▶ [Task directions]:
In the entries below, find every line with "stream" and copy it.

(Stored entries)
☆ ☆ ☆ ☆

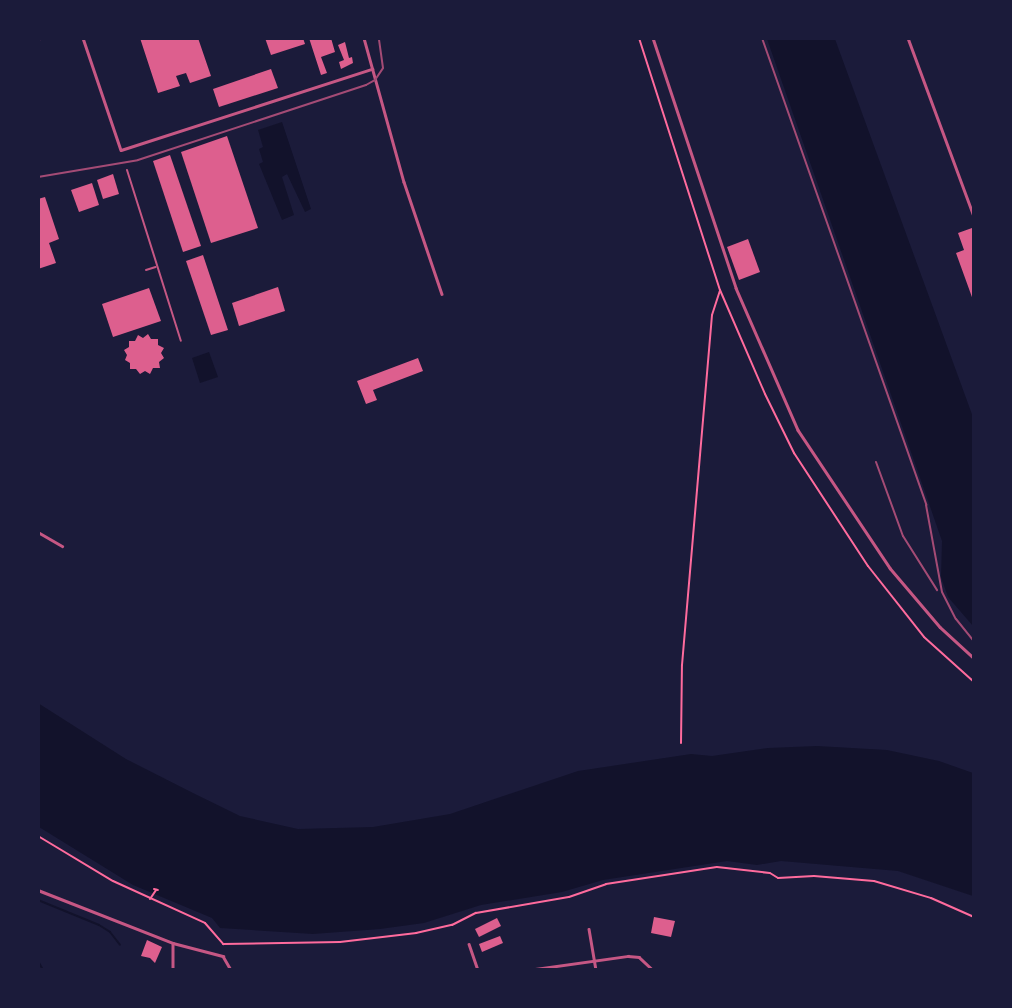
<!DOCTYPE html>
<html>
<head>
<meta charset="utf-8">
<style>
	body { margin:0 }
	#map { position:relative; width:1012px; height:1008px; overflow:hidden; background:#1b1b3a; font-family:"Open Sans",sans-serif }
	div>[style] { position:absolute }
	.water>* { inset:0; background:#12122b }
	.stream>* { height:2px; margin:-1px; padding:0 1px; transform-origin:1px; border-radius:1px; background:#12122b }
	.building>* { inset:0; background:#dd5f8e }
	.path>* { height:2px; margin:-1px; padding:0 1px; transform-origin:1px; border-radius:1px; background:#ff6b9d }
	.service>* { height:2px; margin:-1px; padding:0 1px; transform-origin:1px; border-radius:1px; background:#c65784 }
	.minor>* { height:2.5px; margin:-1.25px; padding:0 1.25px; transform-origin:1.25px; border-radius:1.25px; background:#c65784 }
	.tram>* { height:2px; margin:-1px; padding:0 1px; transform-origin:1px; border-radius:1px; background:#a44b75 }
	.rail>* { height:2px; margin:-1px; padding:0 1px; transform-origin:1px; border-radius:1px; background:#a44b75 }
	span { translate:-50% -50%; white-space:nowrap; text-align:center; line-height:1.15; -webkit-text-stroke:5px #1b1b3a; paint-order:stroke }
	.frame { position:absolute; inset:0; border:40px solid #1b1b3a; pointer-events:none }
</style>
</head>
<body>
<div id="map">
	<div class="water">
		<i style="clip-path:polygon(767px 39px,835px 39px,973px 417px,973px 626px,948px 597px,941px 577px,942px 541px)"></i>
		<i style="clip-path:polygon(282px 122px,311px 209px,305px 212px,287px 174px,282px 177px,294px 215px,282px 220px,259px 164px,263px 162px,259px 149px,263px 147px,258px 130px)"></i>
		<i style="clip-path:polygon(209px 352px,218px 377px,200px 383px,192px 358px)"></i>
		<i style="clip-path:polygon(38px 703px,126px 759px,193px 793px,240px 816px,298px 829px,373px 827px,450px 814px,578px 771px,691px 754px,712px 756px,768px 748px,817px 746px,887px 750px,939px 761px,973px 773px,973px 896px,898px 871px,781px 861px,757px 865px,727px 861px,603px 880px,562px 892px,481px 905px,424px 923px,380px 929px,313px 934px,220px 928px,212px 918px,133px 885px,39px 827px)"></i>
	</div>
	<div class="stream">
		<i style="left:38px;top:900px;width:66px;rotate:22.3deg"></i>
		<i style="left:99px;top:925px;width:13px;rotate:32deg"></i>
		<i style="left:110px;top:932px;width:16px;rotate:52deg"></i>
		<i style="left:38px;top:961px;width:10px;rotate:61deg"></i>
	</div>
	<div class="building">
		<i style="clip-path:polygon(140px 38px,198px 38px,211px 76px,190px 83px,186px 73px,176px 76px,180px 86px,158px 93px)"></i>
		<i style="clip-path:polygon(265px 38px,303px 38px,305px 44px,271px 55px)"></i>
		<i style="clip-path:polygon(309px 38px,331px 38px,335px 52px,321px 57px,327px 73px,321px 75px)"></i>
		<i style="clip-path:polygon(345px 42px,349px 58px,352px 57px,353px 63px,341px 69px,339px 62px,344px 60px,338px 45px)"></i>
		<i style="clip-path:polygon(271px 69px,278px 88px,219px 107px,213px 89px)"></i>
		<i style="clip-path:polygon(227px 136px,258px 228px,211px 243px,181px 152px)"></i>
		<i style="clip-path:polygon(170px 155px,201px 246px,183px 252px,153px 161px)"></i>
		<i style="clip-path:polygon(113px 174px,119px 194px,103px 199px,97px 180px)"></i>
		<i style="clip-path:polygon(92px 183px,99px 205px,79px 212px,71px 190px)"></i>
		<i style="clip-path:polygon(45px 197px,59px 239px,49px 243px,56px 263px,38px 269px,38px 199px)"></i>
		<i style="clip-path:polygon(972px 228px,974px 233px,973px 300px,956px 253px,964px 250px,958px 233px)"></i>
		<i style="clip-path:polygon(748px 239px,760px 272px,739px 280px,727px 247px)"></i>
		<i style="clip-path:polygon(203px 255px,228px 330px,211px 335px,186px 261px)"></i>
		<i style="clip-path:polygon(278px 287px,285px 311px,239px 326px,232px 303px)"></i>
		<i style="clip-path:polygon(149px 288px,161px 321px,113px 337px,102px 304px)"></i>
		<i style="clip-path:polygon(148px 334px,151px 339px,158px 339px,158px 345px,164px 348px,161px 353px,164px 358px,159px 362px,160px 368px,153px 368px,150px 374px,145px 371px,140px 374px,136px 369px,130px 369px,130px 363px,125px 360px,127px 355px,124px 350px,129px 347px,129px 341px,135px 341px,138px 335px,143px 338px)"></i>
		<i style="clip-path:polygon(418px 358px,423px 371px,373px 390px,377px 400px,366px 404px,357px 381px)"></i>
		<i style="clip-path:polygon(654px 917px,675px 921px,671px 937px,651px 933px)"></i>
		<i style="clip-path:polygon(497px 918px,501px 926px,479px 937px,475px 929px)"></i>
		<i style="clip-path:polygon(500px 936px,503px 943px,482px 952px,479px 944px)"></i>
		<i style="clip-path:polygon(147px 940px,162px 947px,155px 963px,150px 958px,141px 956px)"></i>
	</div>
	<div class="path">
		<i style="left:639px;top:38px;width:265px;rotate:72.2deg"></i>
		<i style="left:720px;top:290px;width:113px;rotate:66.6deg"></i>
		<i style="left:765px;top:394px;width:66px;rotate:63.8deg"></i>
		<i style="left:794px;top:453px;width:135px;rotate:56.8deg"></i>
		<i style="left:868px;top:566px;width:90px;rotate:51.7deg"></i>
		<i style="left:924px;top:637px;width:67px;rotate:42deg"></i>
		<i style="left:681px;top:743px;width:78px;rotate:-89.3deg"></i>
		<i style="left:682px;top:665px;width:351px;rotate:-85.1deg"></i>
		<i style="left:712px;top:315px;width:25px;rotate:-72deg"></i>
		<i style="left:38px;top:836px;width:87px;rotate:31deg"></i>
		<i style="left:113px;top:881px;width:101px;rotate:24.5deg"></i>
		<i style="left:205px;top:923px;width:28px;rotate:49deg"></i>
		<i style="left:223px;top:944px;width:117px;rotate:-1deg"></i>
		<i style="left:340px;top:942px;width:77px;rotate:-6.8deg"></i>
		<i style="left:416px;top:933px;width:37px;rotate:-13deg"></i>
		<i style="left:452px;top:925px;width:27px;rotate:-27deg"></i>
		<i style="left:476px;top:913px;width:94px;rotate:-9.8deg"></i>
		<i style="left:569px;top:897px;width:39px;rotate:-19deg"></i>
		<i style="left:606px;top:884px;width:112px;rotate:-8.7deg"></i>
		<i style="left:717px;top:867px;width:53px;rotate:6.5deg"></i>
		<i style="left:770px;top:873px;width:9px;rotate:32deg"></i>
		<i style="left:778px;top:878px;width:36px;rotate:-3deg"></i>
		<i style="left:814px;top:876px;width:60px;rotate:4.8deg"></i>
		<i style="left:874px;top:881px;width:59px;rotate:16.6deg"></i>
		<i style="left:931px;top:898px;width:47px;rotate:23.8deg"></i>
		<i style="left:154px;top:889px;width:4px;rotate:14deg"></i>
		<i style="left:150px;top:899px;width:11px;rotate:-56deg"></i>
	</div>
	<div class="service">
		<i style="left:127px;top:170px;width:179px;rotate:72.5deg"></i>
		<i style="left:146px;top:270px;width:10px;rotate:-17deg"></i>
	</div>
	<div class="minor">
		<i style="left:83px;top:38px;width:118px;rotate:71.3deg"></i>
		<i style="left:121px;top:150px;width:264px;rotate:-17.9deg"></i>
		<i style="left:364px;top:38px;width:149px;rotate:74.5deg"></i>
		<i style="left:404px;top:182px;width:118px;rotate:71.3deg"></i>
		<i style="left:653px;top:38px;width:263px;rotate:71.6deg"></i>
		<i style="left:736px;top:288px;width:155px;rotate:66.4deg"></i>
		<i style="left:798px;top:430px;width:166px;rotate:56.3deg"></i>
		<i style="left:890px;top:568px;width:77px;rotate:49.7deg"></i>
		<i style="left:940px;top:627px;width:46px;rotate:42.4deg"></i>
		<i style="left:908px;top:38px;width:190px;rotate:69.7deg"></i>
		<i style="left:38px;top:40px;width:2px;rotate:-63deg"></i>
		<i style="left:38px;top:532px;width:28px;rotate:30deg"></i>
		<i style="left:38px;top:890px;width:145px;rotate:21.4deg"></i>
		<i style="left:173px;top:943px;width:52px;rotate:14.6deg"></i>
		<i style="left:223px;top:956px;width:16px;rotate:60deg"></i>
		<i style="left:589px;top:929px;width:42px;rotate:80.3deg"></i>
		<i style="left:173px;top:943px;width:27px;rotate:90deg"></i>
		<i style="left:469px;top:944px;width:28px;rotate:71deg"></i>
		<i style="left:528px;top:970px;width:101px;rotate:-8deg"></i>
		<i style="left:628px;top:956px;width:11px;rotate:5deg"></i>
		<i style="left:639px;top:957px;width:19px;rotate:43deg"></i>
	</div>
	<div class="tram">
		<i style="left:38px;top:177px;width:101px;rotate:-9.6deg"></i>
		<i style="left:138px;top:160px;width:240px;rotate:-18.2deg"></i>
		<i style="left:366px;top:85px;width:10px;rotate:-29deg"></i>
		<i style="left:375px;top:80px;width:14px;rotate:-56deg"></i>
		<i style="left:383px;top:68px;width:30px;rotate:-98deg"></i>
	</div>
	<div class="rail">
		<i style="left:762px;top:38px;width:495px;rotate:70.6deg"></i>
		<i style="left:926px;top:505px;width:88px;rotate:79.6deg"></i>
		<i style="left:942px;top:592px;width:30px;rotate:63deg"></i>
		<i style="left:956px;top:619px;width:28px;rotate:51deg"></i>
		<i style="left:876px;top:462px;width:79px;rotate:70deg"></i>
		<i style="left:903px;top:536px;width:64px;rotate:57.8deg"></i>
	</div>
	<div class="frame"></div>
</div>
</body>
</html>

☆ ☆ ☆ ☆

▶ [Response to the exercise]:
	.stream>* { height:2px; margin:-1px; padding:0 1px; transform-origin:1px; border-radius:1px; background:#12122b }
	<div class="stream">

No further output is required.